Your assignment. The answer must consist of each line below that holds the word "lists", copied as it stands.

START Records for this exercise

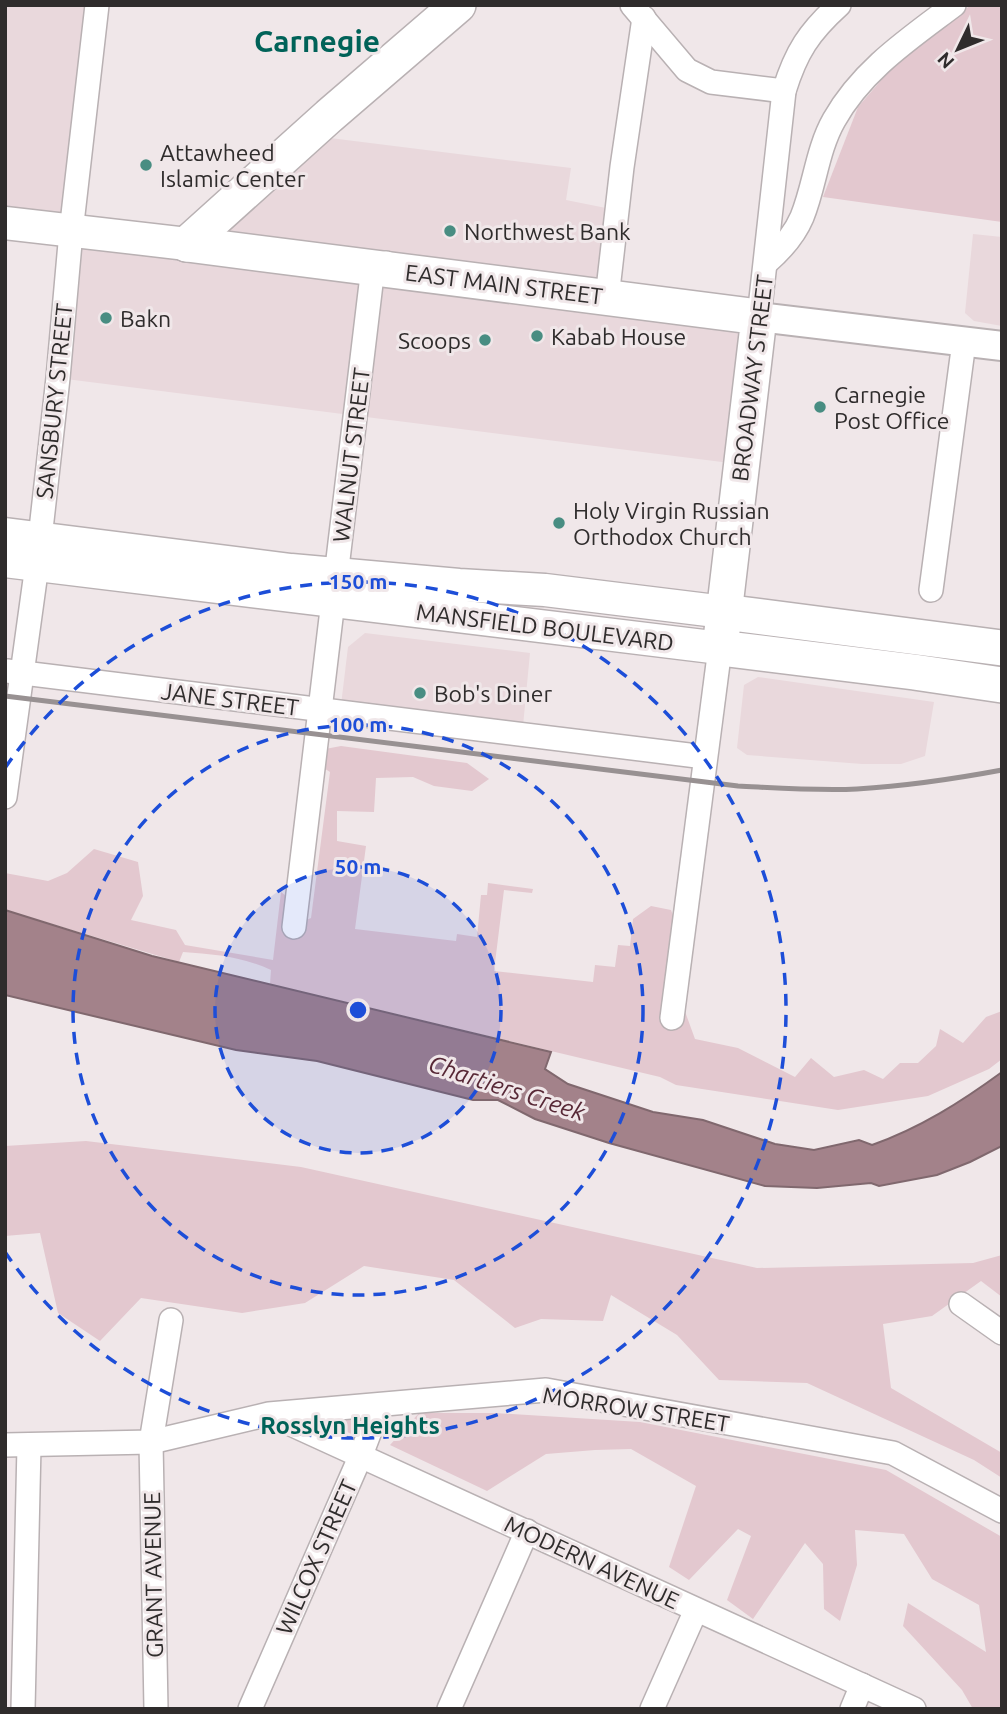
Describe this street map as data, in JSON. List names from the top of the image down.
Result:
{
  "streets": {
    "main road": ["EAST MAIN STREET", "BROADWAY STREET", "MANSFIELD BOULEVARD"],
    "street": [
      "SANSBURY STREET",
      "WALNUT STREET",
      "JANE STREET",
      "MORROW STREET",
      "WILCOX STREET",
      "MODERN AVENUE",
      "GRANT AVENUE"
    ]
  },
  "crossings": [
    ["EAST MAIN STREET", "BROADWAY STREET"],
    ["EAST MAIN STREET", "SANSBURY STREET"],
    ["EAST MAIN STREET", "WALNUT STREET"],
    ["BROADWAY STREET", "MANSFIELD BOULEVARD"],
    ["BROADWAY STREET", "JANE STREET"],
    ["SANSBURY STREET", "MANSFIELD BOULEVARD"],
    ["SANSBURY STREET", "JANE STREET"],
    ["WALNUT STREET", "MANSFIELD BOULEVARD"],
    ["WALNUT STREET", "JANE STREET"],
    ["MORROW STREET", "WILCOX STREET"],
    ["MORROW STREET", "MODERN AVENUE"],
    ["MORROW STREET", "GRANT AVENUE"],
    ["WILCOX STREET", "MODERN AVENUE"]
  ],
  "districts": ["Carnegie", "Rosslyn Heights"],
  "water": ["Chartiers Creek"],
  "places": [
    "Attawheed Islamic Center",
    "Northwest Bank",
    "Bakn",
    "Kabab House",
    "Scoops",
    "Carnegie Post Office",
    "Holy Virgin Russian Orthodox Church",
    "Bob's Diner"
  ],
  "north": "bottom left",
  "rings": ["150 m", "100 m", "50 m"]
}
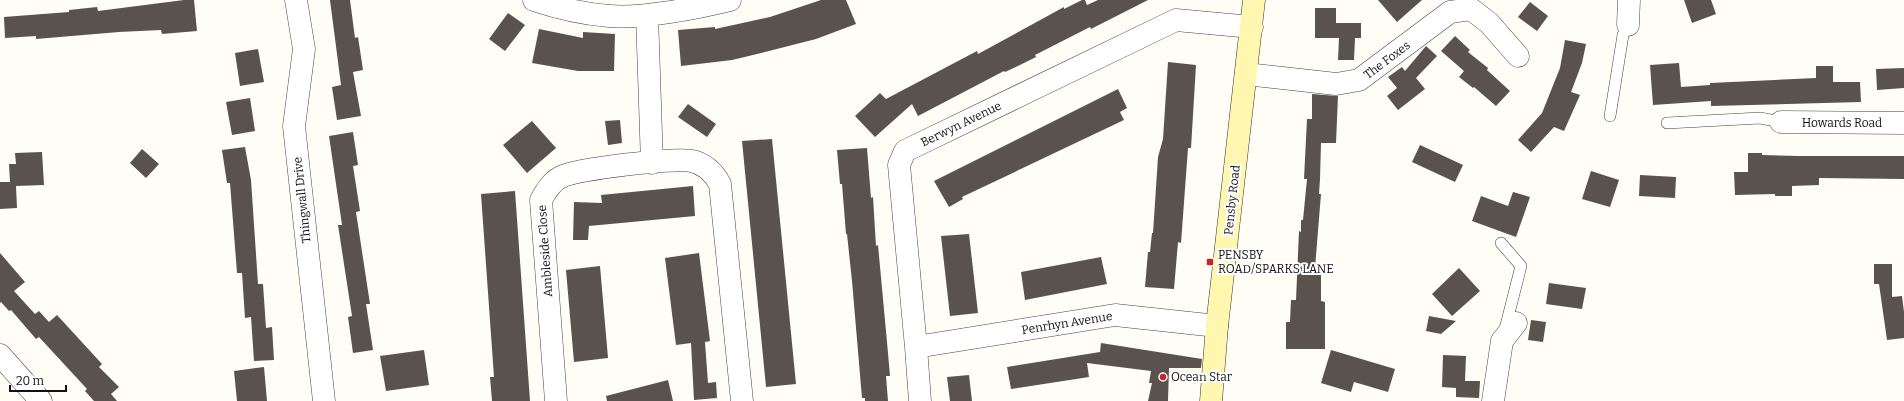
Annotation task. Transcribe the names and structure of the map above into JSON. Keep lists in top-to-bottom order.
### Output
{
  "streets": {
    "main road": ["Pensby Road"],
    "street": [
      "The Foxes",
      "Howards Road",
      "Berwyn Avenue",
      "Thingwall Drive",
      "Ambleside Close",
      "Penrhyn Avenue"
    ]
  },
  "crossings": [
    ["The Foxes", "Pensby Road"],
    ["Berwyn Avenue", "Pensby Road"],
    ["Berwyn Avenue", "Penrhyn Avenue"],
    ["Pensby Road", "Penrhyn Avenue"]
  ],
  "places": {
    "transit": ["PENSBY ROAD/SPARKS LANE"],
    "other": ["Ocean Star"]
  },
  "scale_bar": "20 m"
}
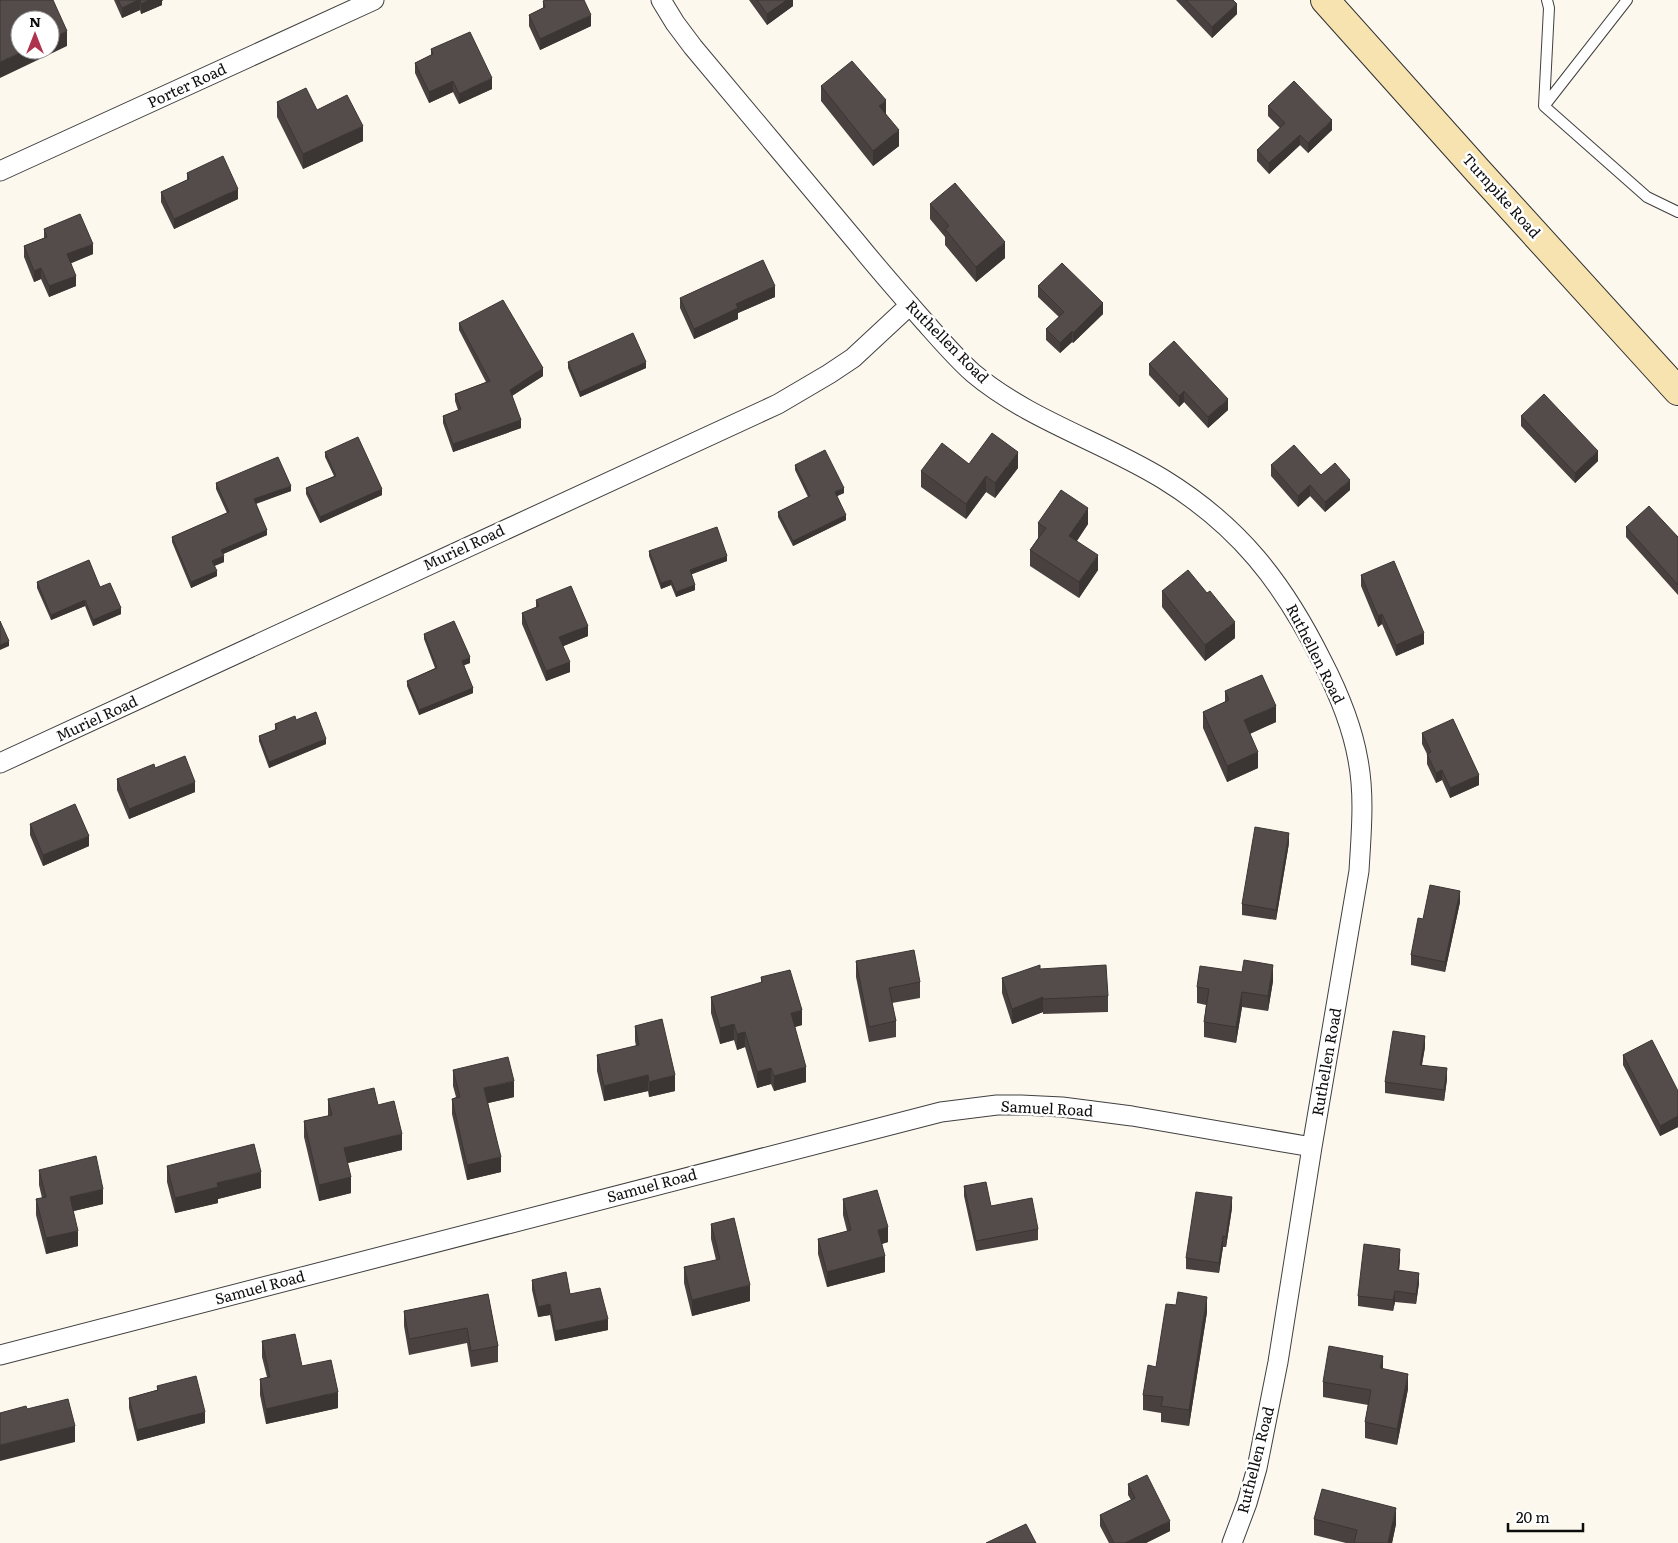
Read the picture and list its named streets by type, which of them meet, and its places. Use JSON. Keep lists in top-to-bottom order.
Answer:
{
  "streets": {
    "main road": ["Turnpike Road"],
    "street": [
      "Porter Road",
      "Ruthellen Road",
      "Muriel Road",
      "Samuel Road"
    ]
  },
  "crossings": [
    ["Ruthellen Road", "Muriel Road"],
    ["Ruthellen Road", "Samuel Road"]
  ],
  "scale_bar": "20 m",
  "north": "top"
}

END Records for this exercise

Reply.
Annotation task. Transcribe the names and structure of the map above into JSON. Keep lists in top-to-bottom order.
Read the picture and list its named streets by type, which of them meet, and its places. Use JSON. Keep lists in top-to-bottom order.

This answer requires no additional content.